My mother didn’t look very happy when she pulled up at the front office the next afternoon. It was clear by this point that my experience at Sisterhood Camp had been a complete and utter disaster. Which was just what I’d predicted when I was dragged off against my will to spend the last two weeks of summer in the middle of the mountains with a bunch of other girls who had no say in the matter either. Sisterhood Camp, which was really called Camp Believe (my father coined the nickname), was something my mother had heard about at one of her seminars. She had come home with a brochure she tucked under my breakfast plate one morning, a yellow sticky note on it saying What do you think? My first reaction was Not much, thank you, as I stared down at the picture of two girls about my age running through a field together hand in hand. The basic gist was this: a camp with the usual swimming and horseback riding and lanyard making, but in the afternoons seminars and self-help groups on “Like Mother, Like Me” and “Peer Pressure: Where Do I Fit In?” There was a whole paragraph on self-esteem and values maintenance and other words I recognized only from the blurbs on the back of my mother’s own books.

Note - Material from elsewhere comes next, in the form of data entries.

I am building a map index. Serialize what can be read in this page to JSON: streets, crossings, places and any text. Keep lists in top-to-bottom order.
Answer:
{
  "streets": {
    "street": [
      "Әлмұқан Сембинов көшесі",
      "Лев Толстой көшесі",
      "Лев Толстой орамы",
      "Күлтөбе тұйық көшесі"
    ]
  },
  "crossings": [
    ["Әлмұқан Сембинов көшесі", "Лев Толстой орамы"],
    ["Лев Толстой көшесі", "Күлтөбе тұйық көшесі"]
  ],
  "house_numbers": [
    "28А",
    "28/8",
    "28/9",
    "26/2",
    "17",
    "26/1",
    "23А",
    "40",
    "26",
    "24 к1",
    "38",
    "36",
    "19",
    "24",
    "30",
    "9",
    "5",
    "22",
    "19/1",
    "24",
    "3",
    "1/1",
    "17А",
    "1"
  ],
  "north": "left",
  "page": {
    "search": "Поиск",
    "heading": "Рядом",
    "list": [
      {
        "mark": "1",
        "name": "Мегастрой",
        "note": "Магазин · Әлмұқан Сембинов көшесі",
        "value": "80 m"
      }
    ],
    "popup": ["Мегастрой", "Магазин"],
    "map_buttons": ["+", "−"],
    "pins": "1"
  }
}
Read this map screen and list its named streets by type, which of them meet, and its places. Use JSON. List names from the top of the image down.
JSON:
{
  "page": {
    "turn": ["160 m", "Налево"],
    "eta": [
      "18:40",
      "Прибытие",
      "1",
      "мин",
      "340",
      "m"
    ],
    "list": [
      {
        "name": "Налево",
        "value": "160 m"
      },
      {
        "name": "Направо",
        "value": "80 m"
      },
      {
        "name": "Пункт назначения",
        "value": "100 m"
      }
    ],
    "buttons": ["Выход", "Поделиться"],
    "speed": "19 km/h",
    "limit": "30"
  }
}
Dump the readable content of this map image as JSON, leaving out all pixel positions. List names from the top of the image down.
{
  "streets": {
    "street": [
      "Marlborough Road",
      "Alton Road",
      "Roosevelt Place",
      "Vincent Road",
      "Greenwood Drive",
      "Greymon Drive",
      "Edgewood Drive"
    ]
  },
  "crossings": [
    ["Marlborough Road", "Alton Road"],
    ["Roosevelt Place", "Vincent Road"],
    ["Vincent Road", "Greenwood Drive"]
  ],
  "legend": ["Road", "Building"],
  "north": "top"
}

All I knew was that at fifteen, with my driver’s license less than three months away, I was too old for camp or values maintenance, not to mention lanyards.
“It will be such a valuable experience,” she said to me that evening over dinner. “Much more so than sitting around the pool at Scarlett’s getting a tan and talking about bo
ys.”
“Mom, it’s summer,” I said. “And anyway it’s almost over. School starts in two weeks.”
“You’ll be back just in time for school,” she said, flipping through the brochure again.
“I have a job,” I told her, my last-ditch attempt at an excuse. Scarlett and I were both cashiers at Milton’s Market, the grocery store at the mall down the street from our neighborhood. “I can’t just take two weeks off.”
“Mr. Averby says it’s slow enough that he can get your shifts covered,” she said simply.
“You called Mr. Averby?” I put down my fork. My father, who up until this point had been eating quietly and staying out of it, shot her a look. Even he knew how uncool it was for your mother to call your boss. “God, Mom.”
“I just wanted to know if it was possible,” she said, more to my father than me, but he just shook his head mildly and kept eating. “I knew she’d think of every reason not to go.”
“Why should I go waste the last two weeks of summer with a bunch of people I don’t know?” I said. “Scarlett and I have plans, Mom. We’re working extra shifts to make money for the beach, and we—”
“Halley.” She was getting irritated now. “Scarlett will be here when you get back. And I don’t ask very much of you, right? This is something I really want you to do. For me, and also, I think you’ll find, for yourself. It’s only for two weeks.”
“I don’t want to go,” I said, looking at my father for some kind of support, but he just smiled at me apologetically and said nothing, helping himself to more bread. He never got involved anymore; his job was to placate, to smooth, once it was all over. My father was always the one who crept to my doorway after I’d been grounded, sneaking me one of his special Brain Freeze Chocolate Milkshakes, which he believed could solve any problem. After the yelling and slamming of doors, after my mother and I stalked to our separate corners, I could always count on hearing the whirring of the blender in the kitchen, and then him appearing at my doorway presenting me with the thickest, coldest milkshake as a peace offering. But all the milkshakes in the world weren’t going to get me out of this.